UMass looked like it might control things early as it marched to the Kent 9-yard-line on the first drive of the game. But two penalties bounced the Minutemen back to the 24 where Logan Laurent missed a 41 yard field goal.

Still, UMass led 7-0 early in the second quarter when the Minutemen rode Marquis Young for their best drive of the game. The freshman back accounted for 43 of their 80 yards setting up Jamal Wilson’s 5-yard TD run with 14 minutes, 13 seconds left in the half.

After the team’s traded field goals, Kent tied the game with a 65-yard drive capped by quarterback George Bollas’ 1-yard TD pass to Charles Chandler with 3:14 remaining in the half.

Kent State didn’t burn things up on offense the way Bowling Green did, but Bollas, who was starting for the first time, showed an ability to keep plays and drives alive with his feet. In the opening drive of the third quarter he turned two broken third-down plays into first downs, one on a pass, the other on a scramble, to set up Shane Hynes’ 39-yard field goal.

After a Kent punt pinned UMass at its own 1 early in the fourth, Frohnapfel stepped out of end zone for a safety that made it 15-10 with 9:54 left.

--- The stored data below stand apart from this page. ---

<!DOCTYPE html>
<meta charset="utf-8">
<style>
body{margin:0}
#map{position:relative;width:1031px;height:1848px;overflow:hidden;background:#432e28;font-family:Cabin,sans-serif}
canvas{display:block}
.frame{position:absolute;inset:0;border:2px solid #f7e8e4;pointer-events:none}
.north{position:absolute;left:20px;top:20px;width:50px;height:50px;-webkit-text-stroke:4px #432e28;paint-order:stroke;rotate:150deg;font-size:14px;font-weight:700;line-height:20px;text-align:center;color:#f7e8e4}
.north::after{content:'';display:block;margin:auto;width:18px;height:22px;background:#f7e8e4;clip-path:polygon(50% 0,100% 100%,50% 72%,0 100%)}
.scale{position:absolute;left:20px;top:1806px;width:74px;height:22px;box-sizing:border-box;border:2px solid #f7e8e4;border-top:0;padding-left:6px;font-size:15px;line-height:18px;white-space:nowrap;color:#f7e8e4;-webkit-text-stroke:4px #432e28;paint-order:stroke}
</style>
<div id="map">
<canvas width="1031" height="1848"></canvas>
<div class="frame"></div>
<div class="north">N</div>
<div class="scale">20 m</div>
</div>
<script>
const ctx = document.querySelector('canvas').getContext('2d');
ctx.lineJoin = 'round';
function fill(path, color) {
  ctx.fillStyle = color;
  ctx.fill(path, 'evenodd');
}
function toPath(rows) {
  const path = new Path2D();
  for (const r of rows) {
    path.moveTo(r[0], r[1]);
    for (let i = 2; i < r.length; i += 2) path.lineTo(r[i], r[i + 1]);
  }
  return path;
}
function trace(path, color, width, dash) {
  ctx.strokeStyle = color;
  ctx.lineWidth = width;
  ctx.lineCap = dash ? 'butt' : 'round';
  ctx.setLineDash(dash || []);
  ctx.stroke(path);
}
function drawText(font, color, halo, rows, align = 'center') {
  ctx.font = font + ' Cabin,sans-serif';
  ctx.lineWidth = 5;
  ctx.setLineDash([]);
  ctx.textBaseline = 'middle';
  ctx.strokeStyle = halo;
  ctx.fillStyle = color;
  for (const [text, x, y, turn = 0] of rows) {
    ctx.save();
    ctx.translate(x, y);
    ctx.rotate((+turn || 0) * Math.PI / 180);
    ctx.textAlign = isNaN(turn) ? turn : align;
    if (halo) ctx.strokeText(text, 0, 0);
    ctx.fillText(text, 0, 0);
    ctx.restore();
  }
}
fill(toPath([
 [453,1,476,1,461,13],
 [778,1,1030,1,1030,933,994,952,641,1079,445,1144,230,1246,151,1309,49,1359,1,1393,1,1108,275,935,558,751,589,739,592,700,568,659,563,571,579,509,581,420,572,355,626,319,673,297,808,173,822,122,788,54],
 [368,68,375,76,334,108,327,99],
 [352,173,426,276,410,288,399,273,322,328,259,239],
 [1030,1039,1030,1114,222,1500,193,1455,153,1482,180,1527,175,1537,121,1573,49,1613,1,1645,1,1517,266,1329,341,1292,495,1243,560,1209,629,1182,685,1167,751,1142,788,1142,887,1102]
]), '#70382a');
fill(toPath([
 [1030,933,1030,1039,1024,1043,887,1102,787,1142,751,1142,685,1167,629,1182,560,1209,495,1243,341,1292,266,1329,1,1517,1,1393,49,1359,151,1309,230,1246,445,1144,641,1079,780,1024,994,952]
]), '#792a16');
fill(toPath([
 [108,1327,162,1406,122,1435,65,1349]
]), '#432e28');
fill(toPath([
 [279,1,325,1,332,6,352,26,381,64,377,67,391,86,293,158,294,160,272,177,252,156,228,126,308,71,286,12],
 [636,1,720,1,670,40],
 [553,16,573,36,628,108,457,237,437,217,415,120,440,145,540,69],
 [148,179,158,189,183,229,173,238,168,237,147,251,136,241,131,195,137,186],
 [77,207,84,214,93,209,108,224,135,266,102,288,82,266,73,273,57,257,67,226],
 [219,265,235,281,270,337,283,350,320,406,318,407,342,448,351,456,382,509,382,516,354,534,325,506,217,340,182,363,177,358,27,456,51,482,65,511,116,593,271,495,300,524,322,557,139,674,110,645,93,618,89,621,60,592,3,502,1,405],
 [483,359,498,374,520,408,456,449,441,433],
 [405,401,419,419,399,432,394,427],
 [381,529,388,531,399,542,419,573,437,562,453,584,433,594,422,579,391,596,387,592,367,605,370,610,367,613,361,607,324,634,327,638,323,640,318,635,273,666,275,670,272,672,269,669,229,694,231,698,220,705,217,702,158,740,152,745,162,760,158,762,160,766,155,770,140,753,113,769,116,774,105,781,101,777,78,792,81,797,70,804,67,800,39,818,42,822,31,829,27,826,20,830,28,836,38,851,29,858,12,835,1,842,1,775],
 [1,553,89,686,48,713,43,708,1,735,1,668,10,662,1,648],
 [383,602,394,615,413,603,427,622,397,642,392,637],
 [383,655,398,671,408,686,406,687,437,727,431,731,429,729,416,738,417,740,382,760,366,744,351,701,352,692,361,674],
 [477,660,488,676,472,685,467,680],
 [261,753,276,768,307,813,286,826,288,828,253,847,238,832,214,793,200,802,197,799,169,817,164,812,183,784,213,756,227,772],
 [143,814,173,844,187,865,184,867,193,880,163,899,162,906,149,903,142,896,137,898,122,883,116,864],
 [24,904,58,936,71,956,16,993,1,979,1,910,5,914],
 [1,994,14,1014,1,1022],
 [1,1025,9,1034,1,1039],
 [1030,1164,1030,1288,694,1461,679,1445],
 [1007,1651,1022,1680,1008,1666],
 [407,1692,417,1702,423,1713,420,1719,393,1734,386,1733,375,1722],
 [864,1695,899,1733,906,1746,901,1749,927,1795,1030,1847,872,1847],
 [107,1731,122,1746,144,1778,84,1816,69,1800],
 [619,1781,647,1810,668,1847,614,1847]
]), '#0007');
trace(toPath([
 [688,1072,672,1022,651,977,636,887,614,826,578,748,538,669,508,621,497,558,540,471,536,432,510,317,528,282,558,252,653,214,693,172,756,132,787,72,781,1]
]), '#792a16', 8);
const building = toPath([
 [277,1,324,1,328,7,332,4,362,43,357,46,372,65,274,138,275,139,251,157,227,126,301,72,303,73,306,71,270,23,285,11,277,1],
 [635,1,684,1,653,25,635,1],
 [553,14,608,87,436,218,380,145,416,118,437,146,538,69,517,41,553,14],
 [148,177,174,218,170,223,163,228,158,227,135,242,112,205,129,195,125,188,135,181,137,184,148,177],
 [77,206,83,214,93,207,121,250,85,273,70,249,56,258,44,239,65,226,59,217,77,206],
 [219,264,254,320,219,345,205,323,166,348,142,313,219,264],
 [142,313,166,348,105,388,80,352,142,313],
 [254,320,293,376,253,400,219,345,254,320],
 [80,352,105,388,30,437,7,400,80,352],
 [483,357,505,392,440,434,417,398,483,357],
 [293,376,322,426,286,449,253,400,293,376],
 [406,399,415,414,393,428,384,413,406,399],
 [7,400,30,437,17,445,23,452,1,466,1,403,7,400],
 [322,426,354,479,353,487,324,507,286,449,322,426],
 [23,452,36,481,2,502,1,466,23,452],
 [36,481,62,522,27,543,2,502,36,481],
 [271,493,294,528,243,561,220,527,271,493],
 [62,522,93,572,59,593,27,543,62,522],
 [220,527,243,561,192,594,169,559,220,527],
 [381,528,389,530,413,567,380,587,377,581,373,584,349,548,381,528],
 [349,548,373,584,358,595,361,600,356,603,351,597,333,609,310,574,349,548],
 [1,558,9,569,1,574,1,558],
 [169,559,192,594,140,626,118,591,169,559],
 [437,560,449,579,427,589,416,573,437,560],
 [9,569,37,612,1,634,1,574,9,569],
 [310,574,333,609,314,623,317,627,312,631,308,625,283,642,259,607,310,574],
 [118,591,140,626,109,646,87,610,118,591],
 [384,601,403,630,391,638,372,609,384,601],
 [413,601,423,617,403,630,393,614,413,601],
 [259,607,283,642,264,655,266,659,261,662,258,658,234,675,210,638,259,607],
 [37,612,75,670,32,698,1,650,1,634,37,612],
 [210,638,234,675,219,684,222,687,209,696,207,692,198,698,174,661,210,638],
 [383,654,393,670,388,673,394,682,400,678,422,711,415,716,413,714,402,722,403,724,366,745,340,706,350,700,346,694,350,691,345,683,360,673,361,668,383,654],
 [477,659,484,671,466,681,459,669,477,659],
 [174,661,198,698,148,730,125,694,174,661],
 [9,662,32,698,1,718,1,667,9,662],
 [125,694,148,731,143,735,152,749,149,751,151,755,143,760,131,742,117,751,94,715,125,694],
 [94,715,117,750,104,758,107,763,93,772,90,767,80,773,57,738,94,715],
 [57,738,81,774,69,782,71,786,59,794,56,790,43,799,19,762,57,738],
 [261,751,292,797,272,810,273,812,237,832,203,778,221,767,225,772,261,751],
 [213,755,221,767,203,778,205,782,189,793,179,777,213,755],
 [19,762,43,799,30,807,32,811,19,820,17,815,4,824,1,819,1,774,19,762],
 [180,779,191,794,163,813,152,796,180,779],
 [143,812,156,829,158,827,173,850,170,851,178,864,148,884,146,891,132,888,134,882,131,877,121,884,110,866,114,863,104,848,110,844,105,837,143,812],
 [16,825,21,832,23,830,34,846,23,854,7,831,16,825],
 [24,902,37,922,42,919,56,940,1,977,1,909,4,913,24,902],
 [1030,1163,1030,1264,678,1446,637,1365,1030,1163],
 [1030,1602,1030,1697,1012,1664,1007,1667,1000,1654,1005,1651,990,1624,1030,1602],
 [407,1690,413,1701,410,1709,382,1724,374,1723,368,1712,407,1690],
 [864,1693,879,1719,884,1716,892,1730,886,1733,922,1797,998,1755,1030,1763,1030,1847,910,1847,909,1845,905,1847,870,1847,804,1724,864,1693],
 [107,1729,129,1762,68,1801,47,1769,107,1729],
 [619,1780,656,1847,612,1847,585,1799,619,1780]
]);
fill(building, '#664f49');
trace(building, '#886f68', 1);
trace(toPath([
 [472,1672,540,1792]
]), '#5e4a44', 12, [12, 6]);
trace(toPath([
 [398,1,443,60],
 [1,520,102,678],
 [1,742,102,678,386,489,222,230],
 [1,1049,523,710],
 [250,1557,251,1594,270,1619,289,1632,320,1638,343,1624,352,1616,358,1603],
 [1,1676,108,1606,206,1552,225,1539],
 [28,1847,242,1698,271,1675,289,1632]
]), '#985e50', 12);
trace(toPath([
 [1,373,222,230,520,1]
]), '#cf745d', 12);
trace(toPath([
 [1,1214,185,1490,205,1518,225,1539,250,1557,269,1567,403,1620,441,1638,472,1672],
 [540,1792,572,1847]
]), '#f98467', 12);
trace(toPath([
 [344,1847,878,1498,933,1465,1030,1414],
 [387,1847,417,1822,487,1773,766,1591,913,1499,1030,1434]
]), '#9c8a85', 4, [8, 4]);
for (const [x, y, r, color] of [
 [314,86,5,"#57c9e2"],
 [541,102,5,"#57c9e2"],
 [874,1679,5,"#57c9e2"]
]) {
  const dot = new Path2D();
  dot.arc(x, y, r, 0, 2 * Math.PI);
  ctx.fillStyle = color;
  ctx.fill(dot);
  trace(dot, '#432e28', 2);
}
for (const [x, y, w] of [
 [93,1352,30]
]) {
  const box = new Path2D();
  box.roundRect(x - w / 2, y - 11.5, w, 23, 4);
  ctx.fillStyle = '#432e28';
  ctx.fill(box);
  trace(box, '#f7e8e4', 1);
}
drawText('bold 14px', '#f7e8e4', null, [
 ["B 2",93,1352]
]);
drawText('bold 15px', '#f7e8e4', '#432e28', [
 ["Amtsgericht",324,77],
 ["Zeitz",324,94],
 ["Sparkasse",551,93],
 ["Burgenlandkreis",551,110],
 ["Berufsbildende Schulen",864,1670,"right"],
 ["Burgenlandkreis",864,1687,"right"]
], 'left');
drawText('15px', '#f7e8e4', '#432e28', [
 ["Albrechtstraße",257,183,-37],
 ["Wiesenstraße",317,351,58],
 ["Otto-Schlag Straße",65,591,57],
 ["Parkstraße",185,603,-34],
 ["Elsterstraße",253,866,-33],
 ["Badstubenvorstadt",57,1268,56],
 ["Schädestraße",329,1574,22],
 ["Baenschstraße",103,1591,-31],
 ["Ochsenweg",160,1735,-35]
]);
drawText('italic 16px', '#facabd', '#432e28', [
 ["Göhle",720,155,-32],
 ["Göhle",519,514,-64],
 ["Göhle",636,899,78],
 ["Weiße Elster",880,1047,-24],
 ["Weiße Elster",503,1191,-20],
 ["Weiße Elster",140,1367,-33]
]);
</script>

McGuirk Stadium has two lines at the back of the end zone, a decorative maroon one and a white one that marks the boundary. Replay appeared to show Frohnapfel stepping on the maroon not the white, but the call stood.

“I probably should have stepped up (in the pocket),” Frohnapfel said. “It was one of those situations where you’re on the goal line so you’re scared of getting around too much pressure. And then I guess I lost track of where I was. It’s an unfortunate play and it’s embarrassing in a way.”

UMass hosts Toledo, Saturday at 3 p.m.